How did FiveThirtyEight’s model perform over time?

We previously looked at Brier scores for The Economist’s 2020 Presidential model predictions over time, and surprisingly found the scores worsened closer to Election Day. Given the closeness of their predictions, I assumed FiveThirtyEight’s Brier scores would trend the same way but was wrong again.

In the chart below you can see Brier scores for FiveThirtyEight’s Presidential model from June 1st to November 3rd in blue with a trend line in red:

FiveThirtyEight Brier scores 2020 Presidential model

Brier scores measure probabilistic predictions for binary outcomes, in this case the probabilities from FiveThirtyEight’s 2020 Presidential model. Truth is measured as either 0 (event did not happen) or 1 (event did happen). For each prediction, the difference between the truth and the model’s probability of the event happening is the error. The mean of all the squared errors makes up a model’s Brier score. Brier scores range from 0 to 1, and lower is better.
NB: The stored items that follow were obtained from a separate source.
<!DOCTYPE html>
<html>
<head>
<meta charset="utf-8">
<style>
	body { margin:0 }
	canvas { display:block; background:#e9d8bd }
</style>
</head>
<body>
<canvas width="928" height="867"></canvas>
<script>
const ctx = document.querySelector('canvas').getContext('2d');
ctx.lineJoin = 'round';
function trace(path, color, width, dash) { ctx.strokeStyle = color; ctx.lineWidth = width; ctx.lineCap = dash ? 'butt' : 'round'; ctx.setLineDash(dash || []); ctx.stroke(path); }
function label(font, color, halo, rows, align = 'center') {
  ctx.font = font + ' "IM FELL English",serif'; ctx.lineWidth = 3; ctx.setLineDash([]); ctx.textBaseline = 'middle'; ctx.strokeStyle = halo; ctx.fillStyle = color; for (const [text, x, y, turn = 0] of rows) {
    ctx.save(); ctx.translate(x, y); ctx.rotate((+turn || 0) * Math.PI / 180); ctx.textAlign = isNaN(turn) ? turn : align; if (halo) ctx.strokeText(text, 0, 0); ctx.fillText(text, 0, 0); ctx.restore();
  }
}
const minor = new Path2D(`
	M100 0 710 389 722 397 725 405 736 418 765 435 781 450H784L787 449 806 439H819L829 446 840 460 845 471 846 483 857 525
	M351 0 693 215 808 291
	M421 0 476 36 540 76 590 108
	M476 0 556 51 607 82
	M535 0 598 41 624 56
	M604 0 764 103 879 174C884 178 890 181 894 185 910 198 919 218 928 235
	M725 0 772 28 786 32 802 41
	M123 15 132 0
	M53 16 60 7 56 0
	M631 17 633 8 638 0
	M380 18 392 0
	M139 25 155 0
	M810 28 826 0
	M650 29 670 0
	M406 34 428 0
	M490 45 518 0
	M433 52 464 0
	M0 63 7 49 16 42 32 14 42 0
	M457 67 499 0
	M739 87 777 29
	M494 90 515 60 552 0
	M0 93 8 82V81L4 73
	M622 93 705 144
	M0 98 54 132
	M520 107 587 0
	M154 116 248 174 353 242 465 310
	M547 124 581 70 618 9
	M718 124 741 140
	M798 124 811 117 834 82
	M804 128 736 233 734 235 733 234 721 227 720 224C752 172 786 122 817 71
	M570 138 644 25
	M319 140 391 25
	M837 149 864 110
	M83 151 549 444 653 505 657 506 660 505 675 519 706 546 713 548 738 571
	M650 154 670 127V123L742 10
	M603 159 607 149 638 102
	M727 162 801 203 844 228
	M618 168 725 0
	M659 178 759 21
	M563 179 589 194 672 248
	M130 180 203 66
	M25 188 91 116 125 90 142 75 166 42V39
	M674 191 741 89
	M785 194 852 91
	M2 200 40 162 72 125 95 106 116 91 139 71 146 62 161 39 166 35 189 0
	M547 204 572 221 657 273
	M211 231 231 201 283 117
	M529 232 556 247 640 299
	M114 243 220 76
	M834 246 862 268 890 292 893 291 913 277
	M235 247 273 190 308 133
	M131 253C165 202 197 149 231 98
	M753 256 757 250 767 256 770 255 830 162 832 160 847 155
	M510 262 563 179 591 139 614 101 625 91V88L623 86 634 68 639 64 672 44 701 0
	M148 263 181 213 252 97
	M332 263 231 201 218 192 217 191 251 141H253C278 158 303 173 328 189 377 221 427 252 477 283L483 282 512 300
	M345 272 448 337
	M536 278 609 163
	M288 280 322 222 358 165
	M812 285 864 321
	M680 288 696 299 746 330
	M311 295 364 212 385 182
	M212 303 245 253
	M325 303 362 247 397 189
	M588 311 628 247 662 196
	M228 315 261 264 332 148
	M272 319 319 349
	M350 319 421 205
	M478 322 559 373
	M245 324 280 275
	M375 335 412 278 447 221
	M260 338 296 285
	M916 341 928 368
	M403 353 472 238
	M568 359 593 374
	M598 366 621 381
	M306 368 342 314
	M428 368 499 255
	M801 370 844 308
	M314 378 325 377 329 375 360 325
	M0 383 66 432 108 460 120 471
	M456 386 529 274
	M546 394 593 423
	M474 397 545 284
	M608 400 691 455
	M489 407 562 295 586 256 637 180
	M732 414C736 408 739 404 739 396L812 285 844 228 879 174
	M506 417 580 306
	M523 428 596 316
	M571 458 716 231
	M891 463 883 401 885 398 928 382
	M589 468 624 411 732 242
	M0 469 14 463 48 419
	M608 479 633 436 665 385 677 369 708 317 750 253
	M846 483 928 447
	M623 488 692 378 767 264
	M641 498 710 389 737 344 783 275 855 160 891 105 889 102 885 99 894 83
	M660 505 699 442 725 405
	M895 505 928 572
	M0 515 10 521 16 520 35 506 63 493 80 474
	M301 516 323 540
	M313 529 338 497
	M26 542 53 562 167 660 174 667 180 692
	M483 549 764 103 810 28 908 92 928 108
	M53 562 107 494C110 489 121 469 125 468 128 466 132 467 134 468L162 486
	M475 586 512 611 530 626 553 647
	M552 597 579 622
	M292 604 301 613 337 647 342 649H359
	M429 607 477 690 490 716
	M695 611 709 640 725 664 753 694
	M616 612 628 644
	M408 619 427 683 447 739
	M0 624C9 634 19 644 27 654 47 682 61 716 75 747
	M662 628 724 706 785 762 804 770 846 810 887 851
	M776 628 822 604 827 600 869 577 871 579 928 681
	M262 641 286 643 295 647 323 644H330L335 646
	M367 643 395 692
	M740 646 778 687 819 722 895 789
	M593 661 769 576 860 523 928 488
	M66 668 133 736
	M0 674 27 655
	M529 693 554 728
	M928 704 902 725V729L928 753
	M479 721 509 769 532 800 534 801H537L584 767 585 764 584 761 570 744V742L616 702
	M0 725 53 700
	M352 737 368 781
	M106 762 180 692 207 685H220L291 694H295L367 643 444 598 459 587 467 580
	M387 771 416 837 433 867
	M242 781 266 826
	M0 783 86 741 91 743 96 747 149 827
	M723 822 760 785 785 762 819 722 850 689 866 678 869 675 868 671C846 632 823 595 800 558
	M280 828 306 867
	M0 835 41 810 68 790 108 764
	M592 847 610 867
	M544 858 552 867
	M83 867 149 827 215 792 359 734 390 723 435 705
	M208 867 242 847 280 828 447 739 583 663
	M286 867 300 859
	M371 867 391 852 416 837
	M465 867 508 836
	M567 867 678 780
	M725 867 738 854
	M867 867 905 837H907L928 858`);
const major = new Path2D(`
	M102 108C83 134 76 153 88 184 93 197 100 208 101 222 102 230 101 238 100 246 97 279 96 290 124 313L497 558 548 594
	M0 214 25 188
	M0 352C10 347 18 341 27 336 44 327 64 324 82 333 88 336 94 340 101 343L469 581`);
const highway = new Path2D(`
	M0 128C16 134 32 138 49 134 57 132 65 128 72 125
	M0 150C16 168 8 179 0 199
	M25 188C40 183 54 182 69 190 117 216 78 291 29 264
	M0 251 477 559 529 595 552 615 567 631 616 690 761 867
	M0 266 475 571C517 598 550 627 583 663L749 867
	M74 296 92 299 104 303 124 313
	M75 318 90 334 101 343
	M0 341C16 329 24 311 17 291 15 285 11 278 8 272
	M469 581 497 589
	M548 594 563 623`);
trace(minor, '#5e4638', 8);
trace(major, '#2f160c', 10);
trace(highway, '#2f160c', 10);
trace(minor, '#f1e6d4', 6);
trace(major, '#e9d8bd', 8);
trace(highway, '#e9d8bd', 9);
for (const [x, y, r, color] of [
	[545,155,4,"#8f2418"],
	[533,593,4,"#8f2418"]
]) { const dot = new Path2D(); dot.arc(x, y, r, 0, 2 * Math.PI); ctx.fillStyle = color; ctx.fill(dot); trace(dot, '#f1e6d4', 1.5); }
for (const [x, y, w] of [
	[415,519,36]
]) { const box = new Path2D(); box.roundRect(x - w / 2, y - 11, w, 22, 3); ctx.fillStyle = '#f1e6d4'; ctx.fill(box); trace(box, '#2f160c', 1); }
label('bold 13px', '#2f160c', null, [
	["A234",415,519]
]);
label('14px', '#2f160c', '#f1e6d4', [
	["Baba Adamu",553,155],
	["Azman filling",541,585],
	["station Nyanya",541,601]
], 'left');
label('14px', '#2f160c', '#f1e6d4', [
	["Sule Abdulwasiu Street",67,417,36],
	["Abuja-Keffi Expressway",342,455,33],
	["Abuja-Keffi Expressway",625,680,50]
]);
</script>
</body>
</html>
Please note that FiveThirtyEight and The Economist’s models predicted different events and so we shouldn’t directly compare their Brier scores. FiveThirtyEight’s model made 56 predictions (all 50 states, D.C., and the Maine and Nebraska Congressional Districts), while The Economist only made 51 (all 50 states and D.C.)

The highest (worst) Brier score was July 20th (0.0526) and the lowest (best) score was October 28th (0.0375). Using a 0.5 threshold for predicted probabilities, FiveThirtyEight’s worst Brier score from July 20th had 53 out of 56 predictions correct but it’s best Brier score from October 28th only had 52 out of 56 predictions correct.

Comparing the models with the highest and lowest Brier scores:

The “best model” was wrong in Florida, North Carolina, Iowa, and Maine-2
The “worst model” was wrong in Florida, North Carolina, and Georgia
Wisconsin probabilities (0.21062) changed the most between the July 20th and October 28th model outputs, while West Virginia changed the least (0.00045)

Overall, FiveThirtyEight’s model predicted:

Biden winning Florida wire-to-wire.
Biden winning North Carolina except August 11th – September 1st.
Correctly predicted Maine-2 on most days, but not for the last nine days of the campaign, including Election Day.

In the future, I’d like to show over time:

FiveThirtyEight and The Economist’s respective Brier scores head-to-head over time for their overlapping predictions (50 states and D.C.)

The number of state winners correctly predicted using a 0.5 threshold.

The implied probabilities from PredictIt and British bookmakers.

Log-loss and other scoring rules to measure predictions.